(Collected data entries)

━━━━━━━━━━

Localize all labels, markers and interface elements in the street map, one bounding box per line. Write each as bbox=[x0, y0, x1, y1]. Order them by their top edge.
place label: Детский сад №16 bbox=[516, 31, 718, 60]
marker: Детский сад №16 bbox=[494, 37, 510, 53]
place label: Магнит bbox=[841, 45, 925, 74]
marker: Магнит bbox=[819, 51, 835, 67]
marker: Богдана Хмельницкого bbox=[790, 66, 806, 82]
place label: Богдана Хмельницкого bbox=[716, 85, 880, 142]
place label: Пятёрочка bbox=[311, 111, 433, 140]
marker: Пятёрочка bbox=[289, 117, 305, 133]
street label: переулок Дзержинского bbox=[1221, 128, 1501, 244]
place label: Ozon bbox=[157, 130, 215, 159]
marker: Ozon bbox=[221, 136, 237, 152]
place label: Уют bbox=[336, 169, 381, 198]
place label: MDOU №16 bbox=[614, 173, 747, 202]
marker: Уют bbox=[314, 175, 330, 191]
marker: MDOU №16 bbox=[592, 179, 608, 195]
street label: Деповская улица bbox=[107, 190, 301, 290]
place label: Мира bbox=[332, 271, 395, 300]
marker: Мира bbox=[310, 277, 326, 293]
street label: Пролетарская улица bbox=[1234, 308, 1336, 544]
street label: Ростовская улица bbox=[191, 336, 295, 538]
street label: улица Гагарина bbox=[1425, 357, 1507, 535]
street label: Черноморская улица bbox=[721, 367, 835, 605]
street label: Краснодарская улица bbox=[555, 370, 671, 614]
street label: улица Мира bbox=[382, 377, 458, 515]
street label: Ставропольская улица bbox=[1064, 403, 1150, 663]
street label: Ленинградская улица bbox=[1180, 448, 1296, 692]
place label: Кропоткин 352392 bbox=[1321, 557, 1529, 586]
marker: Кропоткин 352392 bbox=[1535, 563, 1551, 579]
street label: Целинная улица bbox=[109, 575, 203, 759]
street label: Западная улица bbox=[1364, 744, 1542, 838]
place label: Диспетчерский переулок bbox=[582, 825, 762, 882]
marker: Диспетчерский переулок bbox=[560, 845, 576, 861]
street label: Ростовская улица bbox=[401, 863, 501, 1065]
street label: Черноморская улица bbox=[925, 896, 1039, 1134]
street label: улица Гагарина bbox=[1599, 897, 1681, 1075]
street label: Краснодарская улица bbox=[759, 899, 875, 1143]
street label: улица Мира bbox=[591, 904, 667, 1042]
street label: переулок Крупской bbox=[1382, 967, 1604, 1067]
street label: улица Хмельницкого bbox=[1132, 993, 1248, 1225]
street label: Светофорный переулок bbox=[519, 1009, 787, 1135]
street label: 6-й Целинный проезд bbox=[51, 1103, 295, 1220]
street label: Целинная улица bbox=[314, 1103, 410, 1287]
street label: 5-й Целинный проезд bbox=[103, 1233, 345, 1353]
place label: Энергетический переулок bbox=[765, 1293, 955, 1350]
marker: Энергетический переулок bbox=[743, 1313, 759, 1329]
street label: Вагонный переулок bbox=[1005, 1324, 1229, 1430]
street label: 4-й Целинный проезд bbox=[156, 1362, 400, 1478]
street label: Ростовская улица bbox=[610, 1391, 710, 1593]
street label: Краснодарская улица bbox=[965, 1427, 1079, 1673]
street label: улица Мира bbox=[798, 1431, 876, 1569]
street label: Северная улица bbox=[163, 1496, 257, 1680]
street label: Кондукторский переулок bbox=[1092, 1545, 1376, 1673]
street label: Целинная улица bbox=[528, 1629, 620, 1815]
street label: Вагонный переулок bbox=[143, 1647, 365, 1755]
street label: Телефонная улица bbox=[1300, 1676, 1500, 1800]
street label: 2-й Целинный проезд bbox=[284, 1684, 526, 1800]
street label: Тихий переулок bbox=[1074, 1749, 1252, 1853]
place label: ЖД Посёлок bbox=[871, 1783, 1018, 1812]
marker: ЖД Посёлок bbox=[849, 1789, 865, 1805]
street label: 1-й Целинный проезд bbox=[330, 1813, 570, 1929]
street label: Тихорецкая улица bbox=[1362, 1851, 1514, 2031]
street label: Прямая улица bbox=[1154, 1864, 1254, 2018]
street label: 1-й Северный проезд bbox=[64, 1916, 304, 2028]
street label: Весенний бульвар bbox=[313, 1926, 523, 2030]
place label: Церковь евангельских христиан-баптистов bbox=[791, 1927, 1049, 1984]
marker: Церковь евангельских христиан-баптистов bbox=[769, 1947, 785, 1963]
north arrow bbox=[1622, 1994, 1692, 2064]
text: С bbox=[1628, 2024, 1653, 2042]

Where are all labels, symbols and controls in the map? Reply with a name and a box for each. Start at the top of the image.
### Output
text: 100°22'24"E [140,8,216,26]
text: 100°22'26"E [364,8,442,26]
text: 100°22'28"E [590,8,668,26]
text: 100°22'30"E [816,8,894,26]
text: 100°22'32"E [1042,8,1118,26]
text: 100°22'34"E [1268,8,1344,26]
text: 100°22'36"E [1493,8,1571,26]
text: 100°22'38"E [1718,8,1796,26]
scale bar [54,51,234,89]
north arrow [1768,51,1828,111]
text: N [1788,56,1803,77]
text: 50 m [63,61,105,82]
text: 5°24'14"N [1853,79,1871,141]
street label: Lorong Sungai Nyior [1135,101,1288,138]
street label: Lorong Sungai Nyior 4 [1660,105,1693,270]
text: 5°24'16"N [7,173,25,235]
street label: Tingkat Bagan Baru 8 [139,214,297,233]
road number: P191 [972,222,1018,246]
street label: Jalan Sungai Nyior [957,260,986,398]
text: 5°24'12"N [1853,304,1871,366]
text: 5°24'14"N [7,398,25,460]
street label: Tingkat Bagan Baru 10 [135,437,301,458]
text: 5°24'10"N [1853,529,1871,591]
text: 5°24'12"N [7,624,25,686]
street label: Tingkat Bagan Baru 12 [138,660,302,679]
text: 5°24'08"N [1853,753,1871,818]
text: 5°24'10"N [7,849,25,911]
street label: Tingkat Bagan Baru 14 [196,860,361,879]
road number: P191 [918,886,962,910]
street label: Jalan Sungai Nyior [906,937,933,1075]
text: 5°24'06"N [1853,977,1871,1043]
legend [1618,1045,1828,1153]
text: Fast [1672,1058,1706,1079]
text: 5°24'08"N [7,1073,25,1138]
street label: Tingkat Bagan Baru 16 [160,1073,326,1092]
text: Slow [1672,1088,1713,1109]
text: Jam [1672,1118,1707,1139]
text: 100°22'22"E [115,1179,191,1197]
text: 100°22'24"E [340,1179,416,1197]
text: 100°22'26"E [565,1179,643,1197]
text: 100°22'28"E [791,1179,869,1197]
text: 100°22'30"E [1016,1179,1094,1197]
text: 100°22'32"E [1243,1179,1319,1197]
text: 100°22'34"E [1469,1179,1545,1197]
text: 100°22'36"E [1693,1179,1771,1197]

━━━━━━━━━━

Above are the entries; copy every line among them that contains the word "евангельских".

place label: Церковь евангельских христиан-баптистов bbox=[791, 1927, 1049, 1984]
marker: Церковь евангельских христиан-баптистов bbox=[769, 1947, 785, 1963]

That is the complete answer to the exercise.